The fires were believed caused by a leak of propene, a petrochemical material not intended for public use, but the cause and source of the leak were not immediately clear, officials said.

The exploded gas line belongs to government-owned CPC Corp., which told The Associated Press it showed no signs of problems before the explosions. CPC officials at the scene Friday declined to offer information about reasons for the blasts.

Chang Jia-juch, the director of the Central Disaster Emergency Operation Center, said the leaking gas was most likely to be propene. The source of the leak was unknown. Chang said, however, that propene was not for public use, and that it was a petrochemical material.

One of the fires, along a 10-metre stretch of gas line, was still burning into midday Friday, the National Fire Agency says on its website.

The government's disaster response centre said it was trying to prevent any knock-on gas explosions in the same place or nearby.

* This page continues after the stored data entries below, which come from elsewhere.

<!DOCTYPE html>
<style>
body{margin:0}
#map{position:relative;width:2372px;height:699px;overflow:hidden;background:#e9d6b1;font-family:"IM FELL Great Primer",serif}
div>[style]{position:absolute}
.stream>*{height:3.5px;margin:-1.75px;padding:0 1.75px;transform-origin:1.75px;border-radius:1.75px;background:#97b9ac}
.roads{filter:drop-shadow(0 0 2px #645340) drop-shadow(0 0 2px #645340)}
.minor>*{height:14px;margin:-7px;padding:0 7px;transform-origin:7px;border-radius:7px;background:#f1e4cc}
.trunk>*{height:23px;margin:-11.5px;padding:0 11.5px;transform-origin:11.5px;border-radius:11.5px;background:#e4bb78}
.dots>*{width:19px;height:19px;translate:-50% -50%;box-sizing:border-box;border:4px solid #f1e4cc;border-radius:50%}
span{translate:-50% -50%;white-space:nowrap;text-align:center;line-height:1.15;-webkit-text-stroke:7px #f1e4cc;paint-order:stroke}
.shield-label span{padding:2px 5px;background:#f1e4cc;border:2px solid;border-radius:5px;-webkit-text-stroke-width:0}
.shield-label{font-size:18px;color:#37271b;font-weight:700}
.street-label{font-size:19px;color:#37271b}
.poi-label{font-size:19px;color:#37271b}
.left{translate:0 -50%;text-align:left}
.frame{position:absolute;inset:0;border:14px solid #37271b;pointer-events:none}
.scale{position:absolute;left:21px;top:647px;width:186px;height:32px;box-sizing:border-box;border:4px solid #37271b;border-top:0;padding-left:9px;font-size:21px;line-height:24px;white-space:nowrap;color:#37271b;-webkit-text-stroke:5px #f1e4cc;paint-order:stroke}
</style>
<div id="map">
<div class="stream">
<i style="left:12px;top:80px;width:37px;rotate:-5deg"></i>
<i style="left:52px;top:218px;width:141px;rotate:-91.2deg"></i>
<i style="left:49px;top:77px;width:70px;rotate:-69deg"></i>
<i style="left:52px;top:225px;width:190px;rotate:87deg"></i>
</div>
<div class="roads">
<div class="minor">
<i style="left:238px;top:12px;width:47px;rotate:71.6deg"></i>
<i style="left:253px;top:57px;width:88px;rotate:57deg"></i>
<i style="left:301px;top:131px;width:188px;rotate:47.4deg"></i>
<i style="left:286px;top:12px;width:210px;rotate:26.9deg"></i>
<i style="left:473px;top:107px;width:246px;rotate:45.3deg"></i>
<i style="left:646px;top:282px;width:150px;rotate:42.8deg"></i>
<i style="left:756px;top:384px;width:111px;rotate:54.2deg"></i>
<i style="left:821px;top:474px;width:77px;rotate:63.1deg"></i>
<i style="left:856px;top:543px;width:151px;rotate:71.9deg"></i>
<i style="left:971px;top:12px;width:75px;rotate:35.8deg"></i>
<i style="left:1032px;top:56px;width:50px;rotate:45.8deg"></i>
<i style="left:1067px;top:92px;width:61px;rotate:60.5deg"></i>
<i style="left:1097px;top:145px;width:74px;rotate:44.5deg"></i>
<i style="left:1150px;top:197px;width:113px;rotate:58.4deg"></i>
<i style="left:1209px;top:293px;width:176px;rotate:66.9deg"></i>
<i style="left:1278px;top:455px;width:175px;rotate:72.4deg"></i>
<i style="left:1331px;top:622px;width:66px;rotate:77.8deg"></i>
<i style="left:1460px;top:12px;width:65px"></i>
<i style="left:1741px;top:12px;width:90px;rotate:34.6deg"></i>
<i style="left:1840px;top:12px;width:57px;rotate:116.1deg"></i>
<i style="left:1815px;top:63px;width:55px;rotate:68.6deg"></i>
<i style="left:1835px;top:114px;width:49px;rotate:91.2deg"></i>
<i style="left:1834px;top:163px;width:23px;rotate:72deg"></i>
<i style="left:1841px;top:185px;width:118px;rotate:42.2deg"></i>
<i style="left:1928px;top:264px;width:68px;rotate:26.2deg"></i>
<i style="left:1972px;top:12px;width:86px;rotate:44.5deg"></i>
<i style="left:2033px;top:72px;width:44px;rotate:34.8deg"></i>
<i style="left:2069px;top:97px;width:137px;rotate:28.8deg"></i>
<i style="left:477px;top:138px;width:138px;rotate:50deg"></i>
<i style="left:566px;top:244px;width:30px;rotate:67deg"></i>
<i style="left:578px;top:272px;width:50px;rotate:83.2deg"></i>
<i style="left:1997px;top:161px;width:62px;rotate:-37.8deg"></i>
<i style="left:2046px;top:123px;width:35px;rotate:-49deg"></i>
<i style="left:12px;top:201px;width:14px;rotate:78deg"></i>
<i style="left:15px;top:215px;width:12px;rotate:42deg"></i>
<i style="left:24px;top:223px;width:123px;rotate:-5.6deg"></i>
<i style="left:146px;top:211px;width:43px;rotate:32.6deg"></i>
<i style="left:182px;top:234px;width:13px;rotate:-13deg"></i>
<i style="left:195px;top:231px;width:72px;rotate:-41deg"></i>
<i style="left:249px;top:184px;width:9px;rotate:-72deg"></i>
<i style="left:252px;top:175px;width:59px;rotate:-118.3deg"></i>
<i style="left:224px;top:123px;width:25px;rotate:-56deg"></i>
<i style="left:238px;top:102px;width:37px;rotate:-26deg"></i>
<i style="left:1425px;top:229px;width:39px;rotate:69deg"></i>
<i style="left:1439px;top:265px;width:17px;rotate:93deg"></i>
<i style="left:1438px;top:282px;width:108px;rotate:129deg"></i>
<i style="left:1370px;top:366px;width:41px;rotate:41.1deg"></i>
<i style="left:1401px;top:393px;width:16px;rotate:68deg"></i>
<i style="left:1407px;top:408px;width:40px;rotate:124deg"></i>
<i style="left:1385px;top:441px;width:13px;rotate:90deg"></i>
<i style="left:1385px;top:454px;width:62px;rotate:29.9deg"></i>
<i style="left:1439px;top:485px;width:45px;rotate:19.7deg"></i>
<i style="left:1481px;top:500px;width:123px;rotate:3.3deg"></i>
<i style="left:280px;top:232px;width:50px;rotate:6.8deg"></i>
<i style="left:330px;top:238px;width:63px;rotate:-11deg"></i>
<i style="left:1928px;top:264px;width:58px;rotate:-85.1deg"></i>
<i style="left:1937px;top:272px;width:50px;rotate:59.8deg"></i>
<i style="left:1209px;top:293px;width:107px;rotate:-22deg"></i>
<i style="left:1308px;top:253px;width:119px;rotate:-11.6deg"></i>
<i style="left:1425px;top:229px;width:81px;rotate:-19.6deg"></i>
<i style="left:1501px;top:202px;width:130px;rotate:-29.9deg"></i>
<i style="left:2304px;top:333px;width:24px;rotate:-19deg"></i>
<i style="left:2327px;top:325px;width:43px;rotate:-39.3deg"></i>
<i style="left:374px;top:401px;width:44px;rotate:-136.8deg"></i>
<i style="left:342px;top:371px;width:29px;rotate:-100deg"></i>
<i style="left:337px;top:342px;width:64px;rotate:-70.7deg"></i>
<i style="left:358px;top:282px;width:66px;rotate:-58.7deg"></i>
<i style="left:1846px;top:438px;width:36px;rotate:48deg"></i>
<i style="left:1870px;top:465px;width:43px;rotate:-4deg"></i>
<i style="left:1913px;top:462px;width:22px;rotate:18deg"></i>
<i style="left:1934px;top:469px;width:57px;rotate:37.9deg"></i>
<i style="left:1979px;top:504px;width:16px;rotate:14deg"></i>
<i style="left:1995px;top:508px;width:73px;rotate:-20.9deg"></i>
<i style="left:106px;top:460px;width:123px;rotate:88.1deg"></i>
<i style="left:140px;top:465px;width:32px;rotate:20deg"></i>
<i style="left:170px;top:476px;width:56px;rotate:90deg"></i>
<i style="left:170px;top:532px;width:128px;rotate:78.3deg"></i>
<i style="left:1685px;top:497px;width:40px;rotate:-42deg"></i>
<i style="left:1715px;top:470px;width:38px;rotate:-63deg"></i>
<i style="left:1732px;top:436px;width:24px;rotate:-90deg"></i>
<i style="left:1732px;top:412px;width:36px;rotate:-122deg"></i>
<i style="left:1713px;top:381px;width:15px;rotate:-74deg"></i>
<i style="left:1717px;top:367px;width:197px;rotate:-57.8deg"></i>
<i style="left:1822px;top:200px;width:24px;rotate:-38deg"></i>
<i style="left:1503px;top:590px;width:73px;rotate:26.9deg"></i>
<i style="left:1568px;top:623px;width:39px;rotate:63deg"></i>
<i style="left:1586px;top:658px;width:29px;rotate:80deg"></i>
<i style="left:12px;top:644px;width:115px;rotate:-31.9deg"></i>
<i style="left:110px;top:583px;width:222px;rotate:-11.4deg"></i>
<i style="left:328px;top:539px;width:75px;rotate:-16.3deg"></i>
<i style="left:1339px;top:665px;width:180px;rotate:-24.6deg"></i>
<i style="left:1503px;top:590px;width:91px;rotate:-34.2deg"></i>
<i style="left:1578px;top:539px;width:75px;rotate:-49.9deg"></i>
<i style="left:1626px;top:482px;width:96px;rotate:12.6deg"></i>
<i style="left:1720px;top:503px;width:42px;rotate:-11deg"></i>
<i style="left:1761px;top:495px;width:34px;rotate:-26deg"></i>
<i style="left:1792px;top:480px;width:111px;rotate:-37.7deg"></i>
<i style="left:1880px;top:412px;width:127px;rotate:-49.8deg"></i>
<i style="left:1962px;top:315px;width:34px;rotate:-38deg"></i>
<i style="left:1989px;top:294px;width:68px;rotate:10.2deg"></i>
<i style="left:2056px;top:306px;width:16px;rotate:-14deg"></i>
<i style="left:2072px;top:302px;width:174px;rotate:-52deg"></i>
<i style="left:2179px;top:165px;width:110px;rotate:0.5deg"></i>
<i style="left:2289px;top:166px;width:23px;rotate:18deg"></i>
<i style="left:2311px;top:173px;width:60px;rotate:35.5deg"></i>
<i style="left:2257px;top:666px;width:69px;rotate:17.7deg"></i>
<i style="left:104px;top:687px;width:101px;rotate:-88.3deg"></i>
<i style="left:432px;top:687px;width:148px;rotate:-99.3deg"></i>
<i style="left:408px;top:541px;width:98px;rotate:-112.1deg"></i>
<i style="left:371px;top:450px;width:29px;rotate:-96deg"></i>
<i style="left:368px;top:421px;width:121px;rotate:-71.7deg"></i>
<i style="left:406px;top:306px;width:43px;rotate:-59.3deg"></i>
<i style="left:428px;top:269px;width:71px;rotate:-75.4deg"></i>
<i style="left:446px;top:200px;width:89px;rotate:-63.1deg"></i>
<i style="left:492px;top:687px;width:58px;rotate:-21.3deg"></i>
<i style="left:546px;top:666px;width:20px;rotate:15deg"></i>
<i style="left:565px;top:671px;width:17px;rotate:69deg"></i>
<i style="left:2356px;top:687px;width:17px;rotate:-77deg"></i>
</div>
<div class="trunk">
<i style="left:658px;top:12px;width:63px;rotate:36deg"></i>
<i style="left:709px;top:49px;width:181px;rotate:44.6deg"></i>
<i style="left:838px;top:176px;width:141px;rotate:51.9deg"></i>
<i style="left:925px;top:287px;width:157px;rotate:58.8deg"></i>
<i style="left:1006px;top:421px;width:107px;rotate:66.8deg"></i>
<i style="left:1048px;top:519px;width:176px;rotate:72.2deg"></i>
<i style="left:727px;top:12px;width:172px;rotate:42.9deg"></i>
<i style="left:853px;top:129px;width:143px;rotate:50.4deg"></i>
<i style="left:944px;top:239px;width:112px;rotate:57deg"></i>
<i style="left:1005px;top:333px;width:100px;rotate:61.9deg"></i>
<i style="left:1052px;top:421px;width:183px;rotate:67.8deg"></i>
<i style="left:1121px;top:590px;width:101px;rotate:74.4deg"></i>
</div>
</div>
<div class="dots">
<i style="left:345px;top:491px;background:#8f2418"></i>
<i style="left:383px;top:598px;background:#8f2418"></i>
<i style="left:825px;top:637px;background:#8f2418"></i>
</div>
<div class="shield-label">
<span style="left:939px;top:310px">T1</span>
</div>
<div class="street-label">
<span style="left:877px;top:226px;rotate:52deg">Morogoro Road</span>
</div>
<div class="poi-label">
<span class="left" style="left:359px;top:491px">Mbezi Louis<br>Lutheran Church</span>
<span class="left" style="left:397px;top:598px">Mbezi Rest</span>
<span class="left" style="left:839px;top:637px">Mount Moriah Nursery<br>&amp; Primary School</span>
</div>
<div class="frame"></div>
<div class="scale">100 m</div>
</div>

"In terms of what we can prevent, we're afraid another explosion could happen, as there is that possibility," said Hsu Lee-hao, an economics affairs ministry section chief staffing the disaster response centre. "We're afraid it could be in the same place or elsewhere."

Cars sent flying

Most of the injured were people outside on the street, often hit by rubble blown toward them or crushed by cars sent flying in the blasts, a police officer at the scene said. Police and firefighters were burned while trying to control blazes.

"I wanted to check on my friend working in the night market, but she was hit by rubble and is now still in the hospital," said Chang Bi-chu, 63, the door to whose house was warped by one of the blasts. "On the way I saw dead bodies. I felt really bad. After all there was just the air crash in Penghu last week."

A TransAsia Airways prop jet that took off from Kaohsiung crashed July 23 while trying to land in stormy weather in an archipelago in the Taiwan Strait. The crash killed 48 people and injured 10.

"The power is cut off in my house, there is no light and the fan doesn't work," Chang added. "We don't have money to stay in a hotel and they're all booked anyway."

Kaohsiung Mayor Chen Chu said several petrochemical companies have pipelines built along the sewage system in Chian-Chen district, which has both factories and residential buildings. She warned people Friday to stay away.

"We have an intersection . that's still burning," Chen said at an emergency government meeting broadcast on television. She called the explosions Kaohsiung's worst gas-related accident in 10 years. "The city of Kaohsiung has opened nine relief shelters. We hope people can first evacuate to a safe place."

More than 1,100 had evacuated overnight.

Search for survivors

Rescue workers expected to find few, if any, people in the rubble because no buildings collapsed, Hsu in the disaster response centre said.

People killed and injured elsewhere were standing, walking or driving in the streets, which are near a night market. On Friday afternoon, paramedics and a rescue dog combed the neighbourhood for survivors.

Power supplies to 12,000 people in the area were severed, and 23,600 lost gas service.

The fire department received reports from residents of gas leakage at about 8:46 p.m., and the explosions started around midnight.

The explosions left large trenches of up to a metre deep running down the centres of four of the hardest-hit roads. The trenches were littered with soot-covered cars and pieces of pipe and edged with pavement slabs torn apart by the blasts. Burnt walls and toppled signs of shops lined Sanduo Road, near an elementary school.

The blasts affected an area of two to three square kilometres, much of it sealed off.